◆ **About this exercise**
Up to and including the line that holds "inset:0; background:#0007; transform-origin:0", print the data exactly from its first line; do not print the pictures.

Collected data entries
***
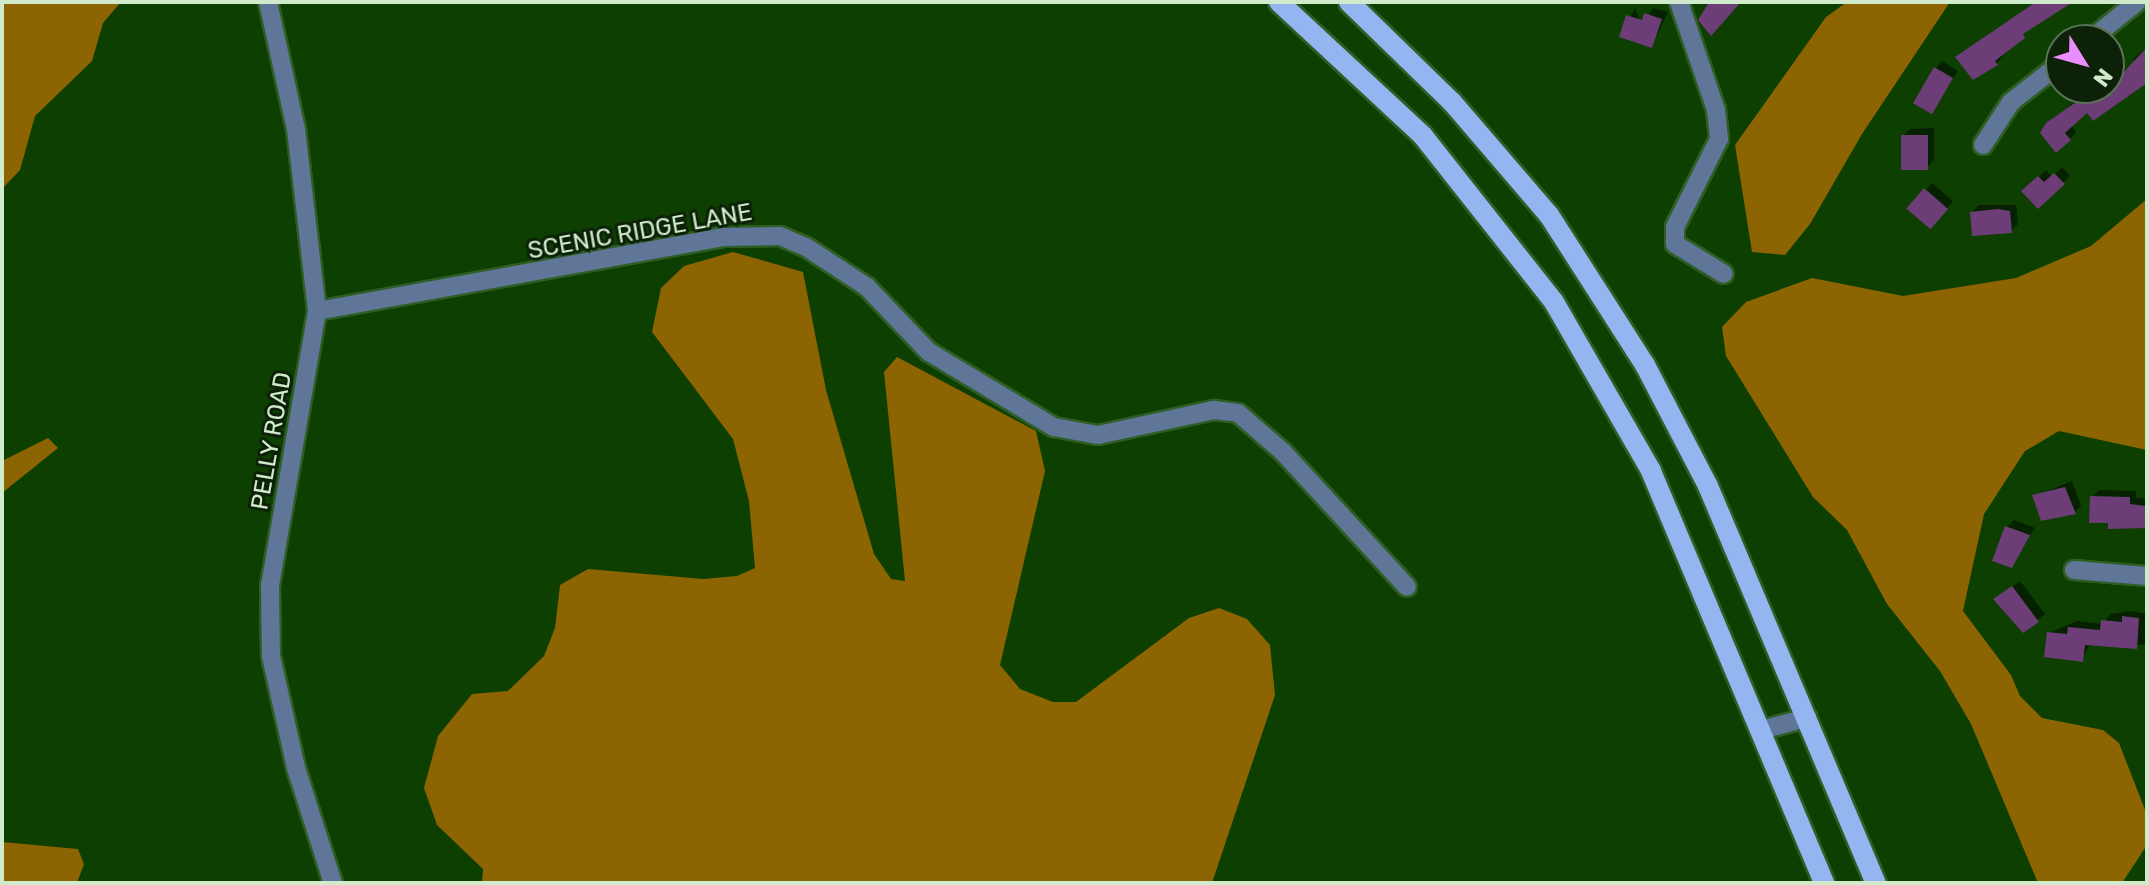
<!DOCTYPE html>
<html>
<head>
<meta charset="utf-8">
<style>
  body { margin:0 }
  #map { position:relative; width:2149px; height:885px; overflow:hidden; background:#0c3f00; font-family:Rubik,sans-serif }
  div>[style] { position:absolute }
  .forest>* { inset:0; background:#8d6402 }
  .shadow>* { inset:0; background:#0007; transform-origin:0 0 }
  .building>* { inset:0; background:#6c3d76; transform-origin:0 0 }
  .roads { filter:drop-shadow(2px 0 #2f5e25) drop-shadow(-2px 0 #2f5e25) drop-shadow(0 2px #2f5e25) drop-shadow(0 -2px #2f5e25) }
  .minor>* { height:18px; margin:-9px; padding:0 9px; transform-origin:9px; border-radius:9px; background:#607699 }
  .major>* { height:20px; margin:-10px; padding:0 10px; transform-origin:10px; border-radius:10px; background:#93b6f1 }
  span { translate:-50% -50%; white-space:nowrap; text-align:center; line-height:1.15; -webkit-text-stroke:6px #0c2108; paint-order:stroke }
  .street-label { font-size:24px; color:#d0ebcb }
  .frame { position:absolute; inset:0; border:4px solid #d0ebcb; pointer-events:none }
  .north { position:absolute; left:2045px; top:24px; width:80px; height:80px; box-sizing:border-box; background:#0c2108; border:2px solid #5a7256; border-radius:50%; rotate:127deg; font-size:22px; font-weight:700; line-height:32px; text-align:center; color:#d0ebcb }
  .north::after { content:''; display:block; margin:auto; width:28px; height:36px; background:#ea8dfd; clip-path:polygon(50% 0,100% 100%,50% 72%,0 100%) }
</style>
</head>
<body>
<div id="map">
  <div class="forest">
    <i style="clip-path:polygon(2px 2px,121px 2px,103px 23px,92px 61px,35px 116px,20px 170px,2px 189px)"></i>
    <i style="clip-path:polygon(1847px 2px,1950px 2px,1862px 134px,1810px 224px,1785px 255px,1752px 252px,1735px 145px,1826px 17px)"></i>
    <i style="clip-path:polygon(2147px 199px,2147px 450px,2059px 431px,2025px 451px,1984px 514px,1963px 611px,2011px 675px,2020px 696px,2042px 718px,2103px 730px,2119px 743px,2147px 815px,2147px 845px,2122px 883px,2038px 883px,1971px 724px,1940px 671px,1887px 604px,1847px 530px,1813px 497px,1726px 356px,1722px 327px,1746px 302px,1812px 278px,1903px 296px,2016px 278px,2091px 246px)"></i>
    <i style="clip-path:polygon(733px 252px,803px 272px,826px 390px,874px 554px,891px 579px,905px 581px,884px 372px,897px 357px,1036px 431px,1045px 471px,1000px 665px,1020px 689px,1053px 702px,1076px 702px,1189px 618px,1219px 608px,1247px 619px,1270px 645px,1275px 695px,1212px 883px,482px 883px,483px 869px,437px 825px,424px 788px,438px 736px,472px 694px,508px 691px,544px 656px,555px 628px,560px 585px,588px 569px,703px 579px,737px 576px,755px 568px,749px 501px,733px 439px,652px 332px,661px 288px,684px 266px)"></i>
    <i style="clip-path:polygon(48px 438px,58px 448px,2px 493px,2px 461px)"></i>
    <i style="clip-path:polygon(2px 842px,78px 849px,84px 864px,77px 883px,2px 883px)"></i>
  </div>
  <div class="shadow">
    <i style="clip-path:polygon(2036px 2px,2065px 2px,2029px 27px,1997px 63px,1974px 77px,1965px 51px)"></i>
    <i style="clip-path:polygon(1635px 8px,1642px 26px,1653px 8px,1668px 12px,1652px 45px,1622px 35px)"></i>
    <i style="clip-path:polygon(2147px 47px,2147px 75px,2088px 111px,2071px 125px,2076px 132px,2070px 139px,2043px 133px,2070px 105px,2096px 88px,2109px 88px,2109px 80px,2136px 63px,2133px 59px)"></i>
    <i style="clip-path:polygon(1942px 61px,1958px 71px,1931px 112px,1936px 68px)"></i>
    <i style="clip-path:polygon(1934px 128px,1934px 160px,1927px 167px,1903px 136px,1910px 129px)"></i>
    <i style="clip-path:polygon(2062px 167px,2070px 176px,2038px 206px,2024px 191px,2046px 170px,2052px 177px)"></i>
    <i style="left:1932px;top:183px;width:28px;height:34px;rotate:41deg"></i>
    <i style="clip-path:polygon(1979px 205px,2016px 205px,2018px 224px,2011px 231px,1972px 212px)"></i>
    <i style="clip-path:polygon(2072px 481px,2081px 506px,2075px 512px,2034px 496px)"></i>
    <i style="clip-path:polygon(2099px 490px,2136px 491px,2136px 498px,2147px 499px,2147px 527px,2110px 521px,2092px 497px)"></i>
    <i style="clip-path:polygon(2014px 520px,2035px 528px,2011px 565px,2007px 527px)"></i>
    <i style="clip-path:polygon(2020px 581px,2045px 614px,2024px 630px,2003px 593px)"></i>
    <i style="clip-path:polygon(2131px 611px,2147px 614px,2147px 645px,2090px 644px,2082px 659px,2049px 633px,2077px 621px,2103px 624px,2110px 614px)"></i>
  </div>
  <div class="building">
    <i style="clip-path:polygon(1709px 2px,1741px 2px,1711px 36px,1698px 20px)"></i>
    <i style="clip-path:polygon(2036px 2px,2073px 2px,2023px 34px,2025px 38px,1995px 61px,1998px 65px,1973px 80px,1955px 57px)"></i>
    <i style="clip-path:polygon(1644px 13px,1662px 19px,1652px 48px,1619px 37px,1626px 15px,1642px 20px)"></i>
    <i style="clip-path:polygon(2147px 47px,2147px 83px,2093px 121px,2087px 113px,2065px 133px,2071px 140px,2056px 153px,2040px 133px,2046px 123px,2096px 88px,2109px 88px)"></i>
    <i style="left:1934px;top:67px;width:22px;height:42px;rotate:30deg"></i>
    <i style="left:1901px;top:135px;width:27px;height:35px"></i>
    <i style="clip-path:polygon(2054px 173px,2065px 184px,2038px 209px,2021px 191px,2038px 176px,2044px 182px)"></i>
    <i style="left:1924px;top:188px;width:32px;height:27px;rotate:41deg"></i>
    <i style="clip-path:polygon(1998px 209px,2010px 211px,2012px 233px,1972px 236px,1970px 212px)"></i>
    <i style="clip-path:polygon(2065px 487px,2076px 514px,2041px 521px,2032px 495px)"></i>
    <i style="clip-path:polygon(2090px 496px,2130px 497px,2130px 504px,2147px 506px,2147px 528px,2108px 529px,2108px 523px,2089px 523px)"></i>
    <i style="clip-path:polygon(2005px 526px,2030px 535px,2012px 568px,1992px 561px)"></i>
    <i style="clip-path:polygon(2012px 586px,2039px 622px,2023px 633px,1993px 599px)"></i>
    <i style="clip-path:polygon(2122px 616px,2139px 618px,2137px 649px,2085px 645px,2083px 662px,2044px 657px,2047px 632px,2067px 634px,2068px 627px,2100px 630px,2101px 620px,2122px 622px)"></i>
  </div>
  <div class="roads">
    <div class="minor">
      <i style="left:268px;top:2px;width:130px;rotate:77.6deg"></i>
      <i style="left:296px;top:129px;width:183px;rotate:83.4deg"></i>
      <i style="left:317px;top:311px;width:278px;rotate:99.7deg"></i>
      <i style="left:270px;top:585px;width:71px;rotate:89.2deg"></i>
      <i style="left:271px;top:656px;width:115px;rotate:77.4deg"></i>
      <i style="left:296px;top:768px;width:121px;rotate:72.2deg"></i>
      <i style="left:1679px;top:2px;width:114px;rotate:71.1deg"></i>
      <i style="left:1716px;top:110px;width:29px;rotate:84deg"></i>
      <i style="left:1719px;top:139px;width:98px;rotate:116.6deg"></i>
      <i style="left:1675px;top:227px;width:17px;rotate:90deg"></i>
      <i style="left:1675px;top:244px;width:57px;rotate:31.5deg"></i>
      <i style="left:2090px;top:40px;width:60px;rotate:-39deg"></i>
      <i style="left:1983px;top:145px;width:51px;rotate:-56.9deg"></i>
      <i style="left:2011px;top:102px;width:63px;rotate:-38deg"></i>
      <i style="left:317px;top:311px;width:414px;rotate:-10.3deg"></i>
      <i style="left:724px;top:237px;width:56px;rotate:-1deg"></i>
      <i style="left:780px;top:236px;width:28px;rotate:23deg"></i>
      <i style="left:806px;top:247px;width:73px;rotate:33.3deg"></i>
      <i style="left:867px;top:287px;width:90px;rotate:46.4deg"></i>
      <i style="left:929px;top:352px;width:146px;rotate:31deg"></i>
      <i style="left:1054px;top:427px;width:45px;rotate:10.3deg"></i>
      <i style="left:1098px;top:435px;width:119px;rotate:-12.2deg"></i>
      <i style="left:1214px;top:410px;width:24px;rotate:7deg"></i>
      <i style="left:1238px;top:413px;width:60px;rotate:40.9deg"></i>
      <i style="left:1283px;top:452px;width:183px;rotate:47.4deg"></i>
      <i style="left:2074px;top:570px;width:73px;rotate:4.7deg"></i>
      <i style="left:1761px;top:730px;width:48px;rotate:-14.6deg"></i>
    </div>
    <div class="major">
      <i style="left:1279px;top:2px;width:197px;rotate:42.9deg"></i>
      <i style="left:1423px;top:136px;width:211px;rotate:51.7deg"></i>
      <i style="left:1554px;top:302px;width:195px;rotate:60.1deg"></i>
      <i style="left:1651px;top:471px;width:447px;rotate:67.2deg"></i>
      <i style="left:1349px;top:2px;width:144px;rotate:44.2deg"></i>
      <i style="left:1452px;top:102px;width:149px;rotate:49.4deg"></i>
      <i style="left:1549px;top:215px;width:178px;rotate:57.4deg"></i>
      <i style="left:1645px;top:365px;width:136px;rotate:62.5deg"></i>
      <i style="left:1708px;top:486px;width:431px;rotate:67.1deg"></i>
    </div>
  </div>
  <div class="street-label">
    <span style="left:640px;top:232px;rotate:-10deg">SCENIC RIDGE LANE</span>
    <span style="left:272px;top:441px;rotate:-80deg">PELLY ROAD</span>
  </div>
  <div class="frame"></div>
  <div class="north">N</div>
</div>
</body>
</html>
***
◆ **Answer to the problem**
<!DOCTYPE html>
<html>
<head>
<meta charset="utf-8">
<style>
  body { margin:0 }
  #map { position:relative; width:2149px; height:885px; overflow:hidden; background:#0c3f00; font-family:Rubik,sans-serif }
  div>[style] { position:absolute }
  .forest>* { inset:0; background:#8d6402 }
  .shadow>* { inset:0; background:#0007; transform-origin:0 0 }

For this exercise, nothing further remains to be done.